# 04 maxima...? about HU



## xblcougarx (Feb 2, 2009)

:wtf:
OK here's a ? for ya guys. I have had my 04 maxima SE since feb. and ever since ive had it the speakers on the drivers side, front and back, cut in and out. It happens when i accelerate, brake and even when i turn corners. When this happens i turn the balance to just the passanger side of the car and theywork fine, then i set the balance to the drivers side of the car and you can still hear the music but its really low. Eventually itll come back on but it happens all the time.
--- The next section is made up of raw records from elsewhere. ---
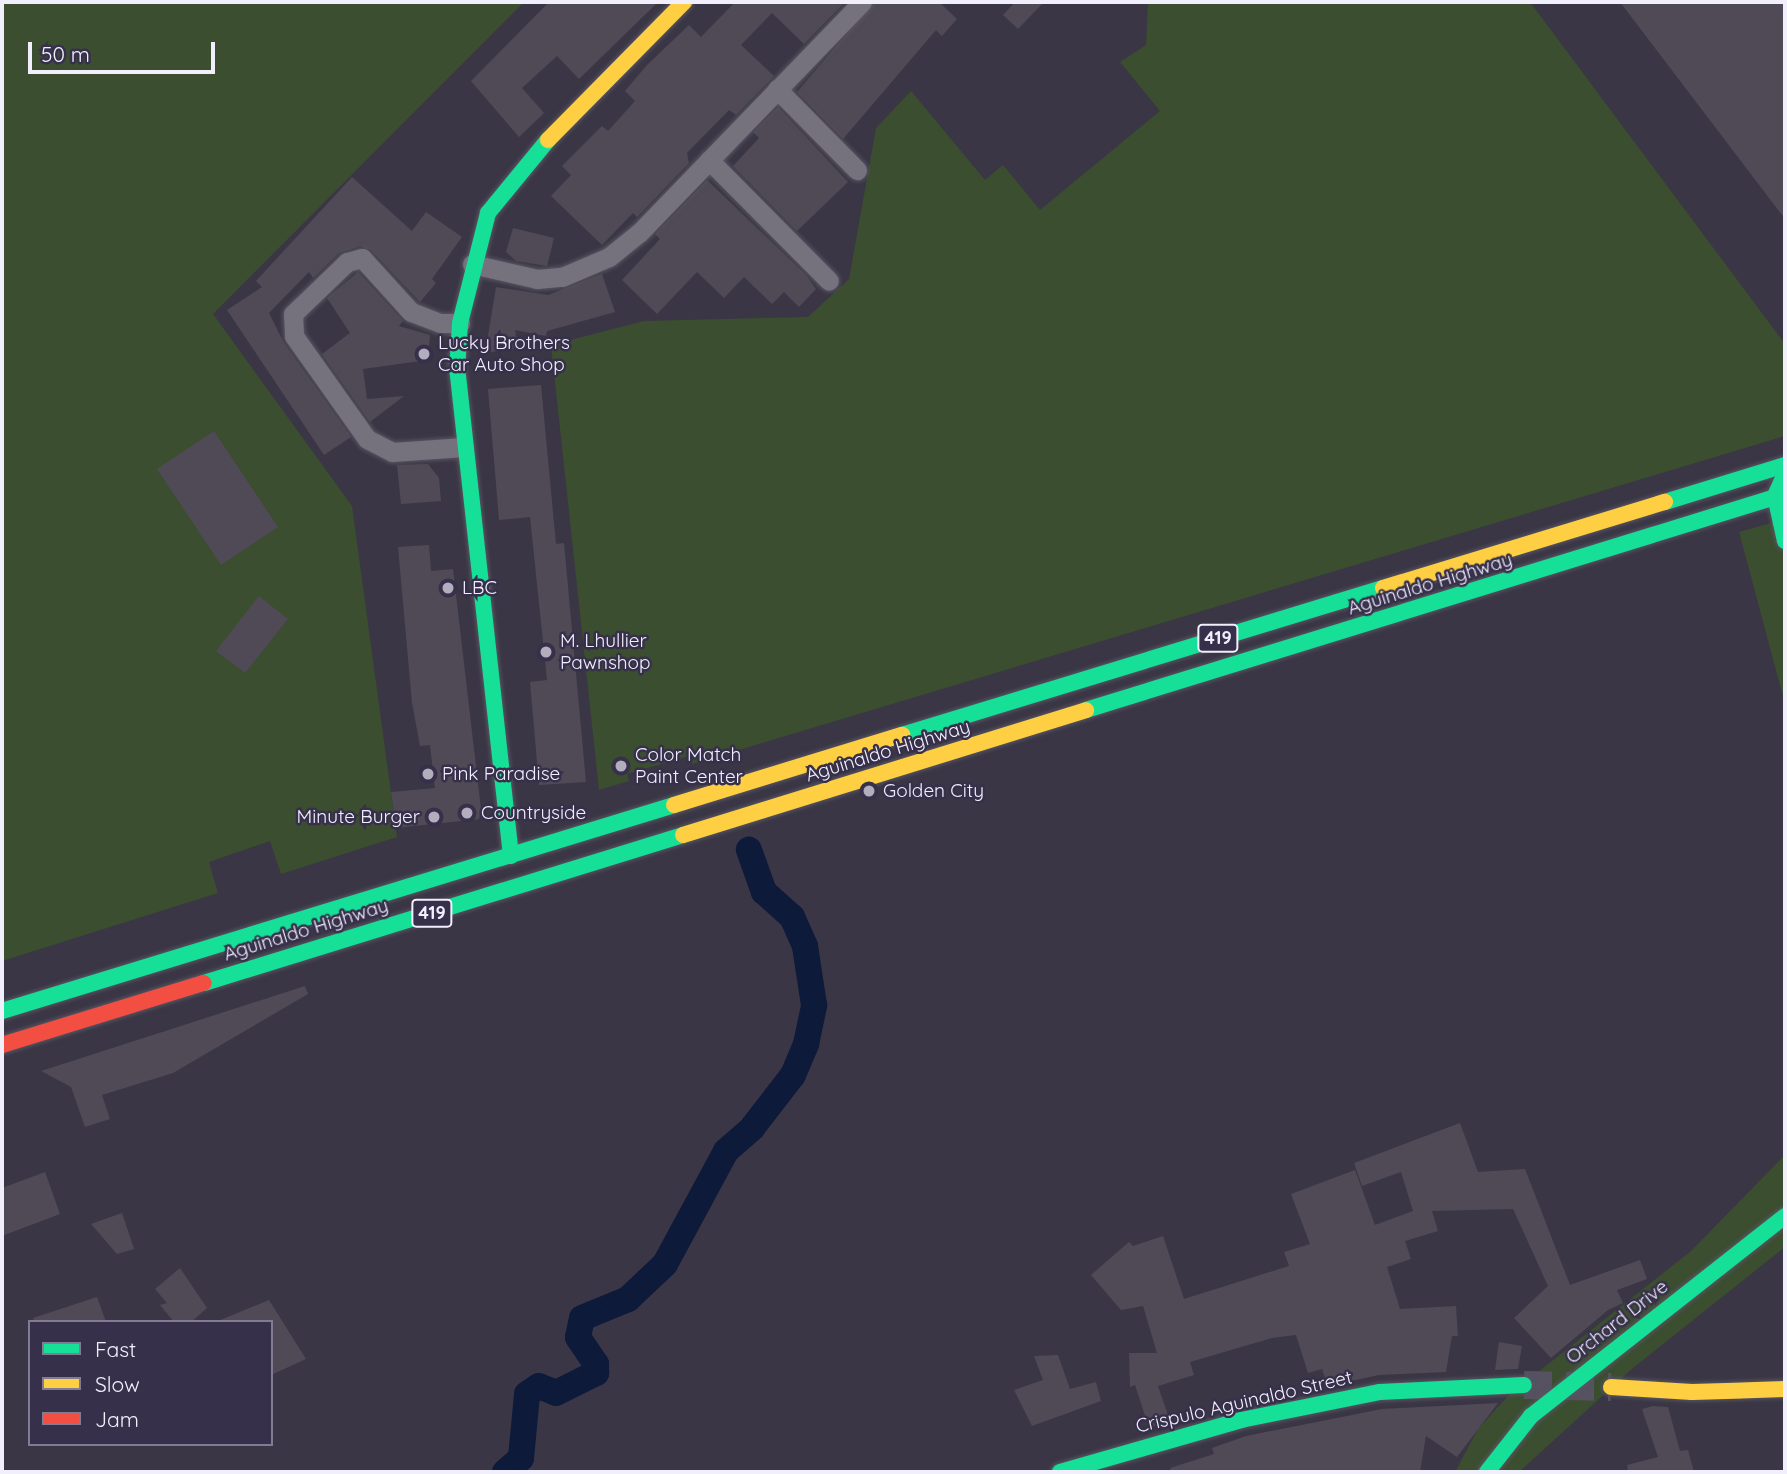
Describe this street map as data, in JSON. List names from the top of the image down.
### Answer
{
  "streets": {
    "main road": [
      "Aguinaldo Highway",
      "419",
      "Orchard Drive",
      "Crispulo Aguinaldo Street"
    ]
  },
  "places": [
    "Lucky Brothers Car Auto Shop",
    "LBC",
    "M. Lhullier Pawnshop",
    "Color Match Paint Center",
    "Pink Paradise",
    "Golden City",
    "Countryside",
    "Minute Burger"
  ],
  "legend": ["Fast", "Slow", "Jam"],
  "scale_bar": "50 m"
}
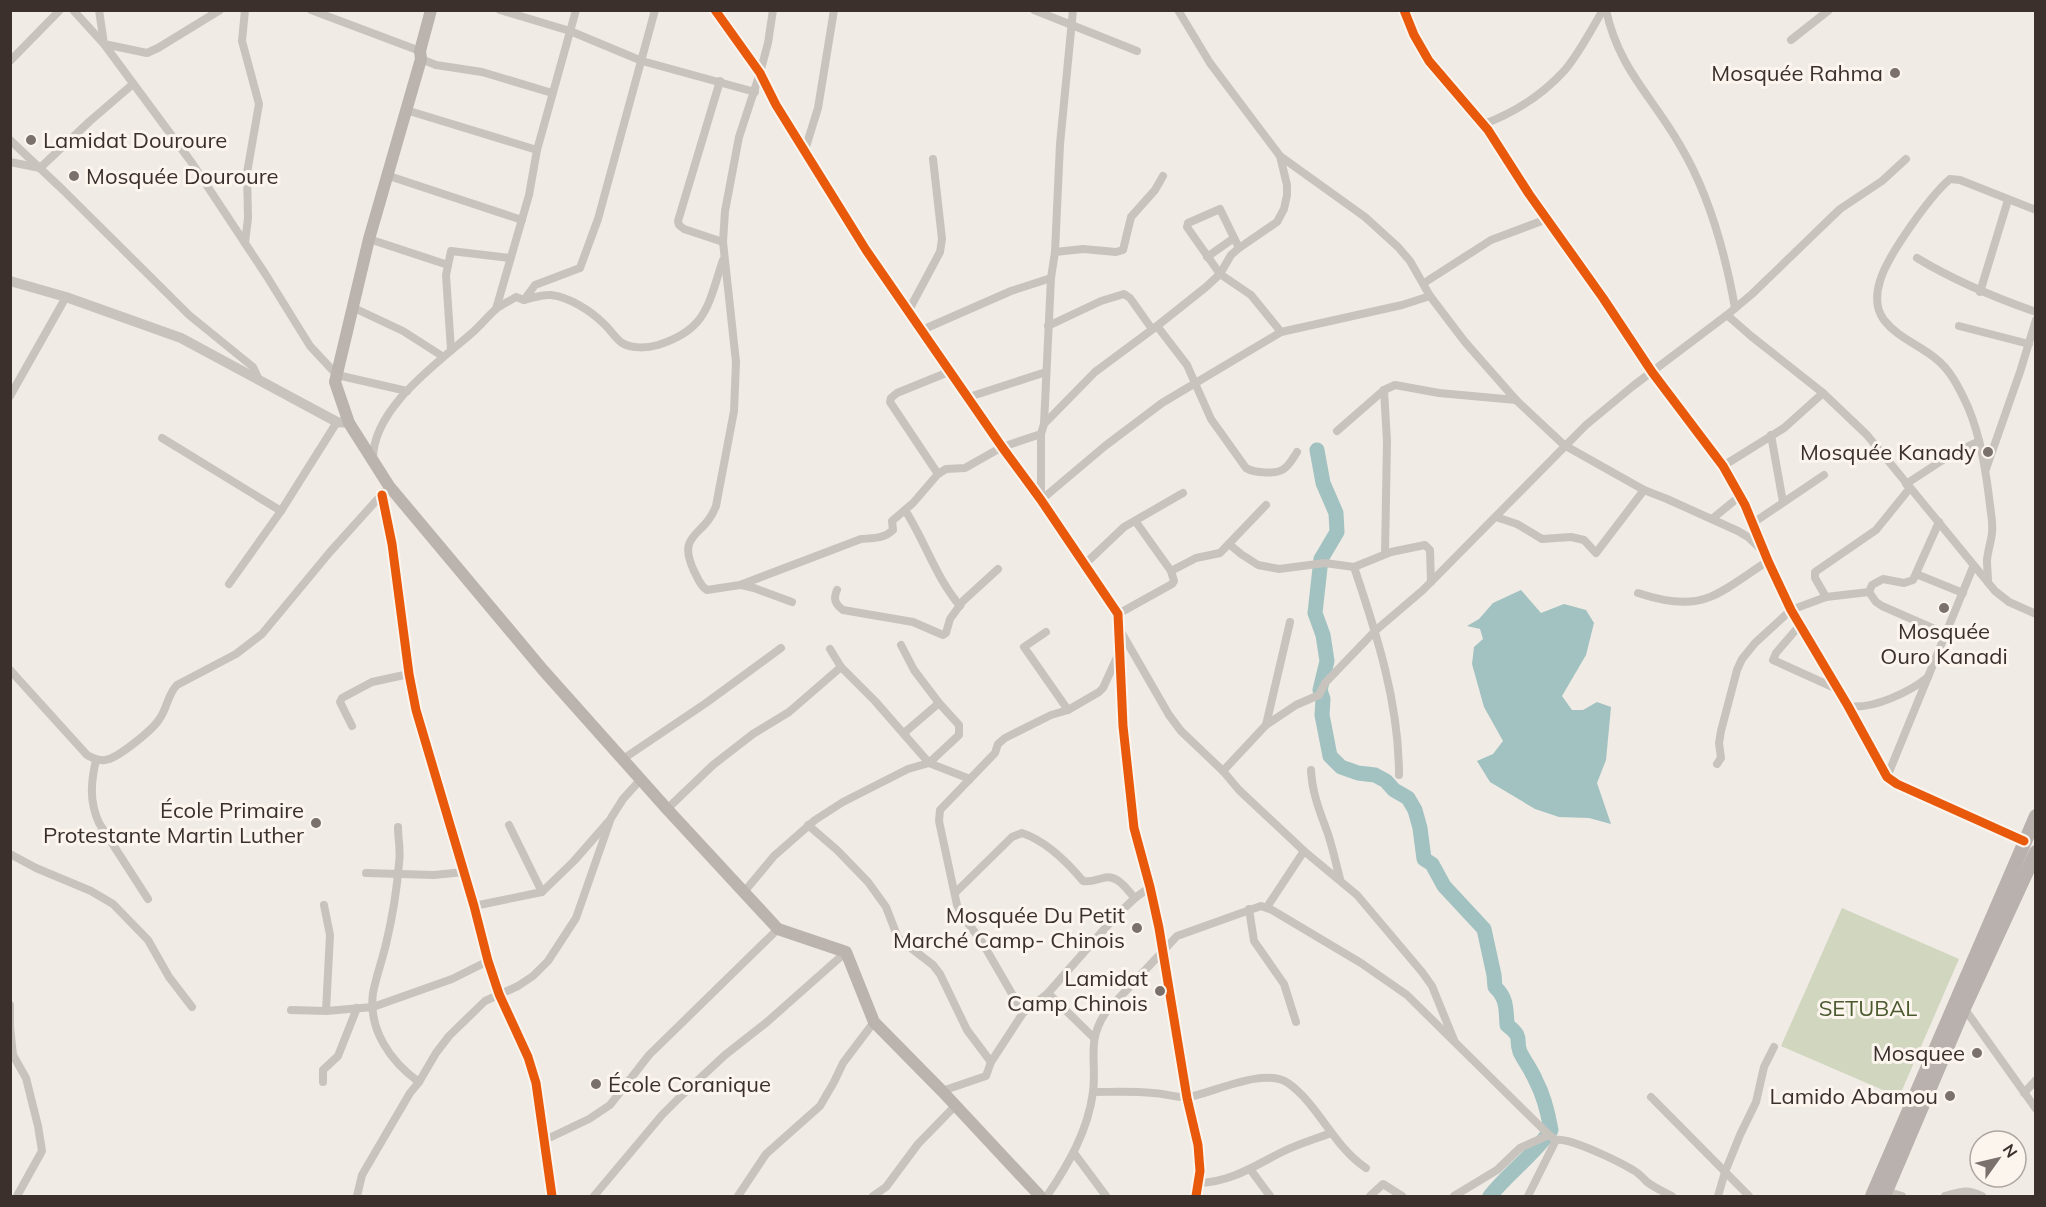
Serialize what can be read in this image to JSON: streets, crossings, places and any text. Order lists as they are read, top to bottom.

A few weeks ago i took the front drivers side door panel off and and nothing seemed to be wrong. I actually just took the whole dash panel off today to get the deck out and i didnt see anything wrong thee either. Im officially stumped and dont wanna take it to the dealership. Anyone have any ideas let me know.

Getting this ? answered already ive done some research and these are my options:

1. I take it to the nissan factory and prolly have them give me another refurbished HU or have them try and fix the problem itself (which in my reseach thats very unlikey to happen) either way i might as well just bend over if ya know what i mean. 

or

2. I keep my factory bose HU and buy an adapter to to hook my ipod up to seens how it only cuts in and out when i'm using my cd player.

or

3. I bite the bullet and go with buying a whole new deck, which in trying to figure out why the drivers side was cutting in and out i tried to take the HU out and didnt have too much luck. removed all the frickin screws i could find and it still didnt budge, so if someone could fill me in on how to do that id appritiate it too.


anybody has any thoughts on this PLEASE share.

thanks


----------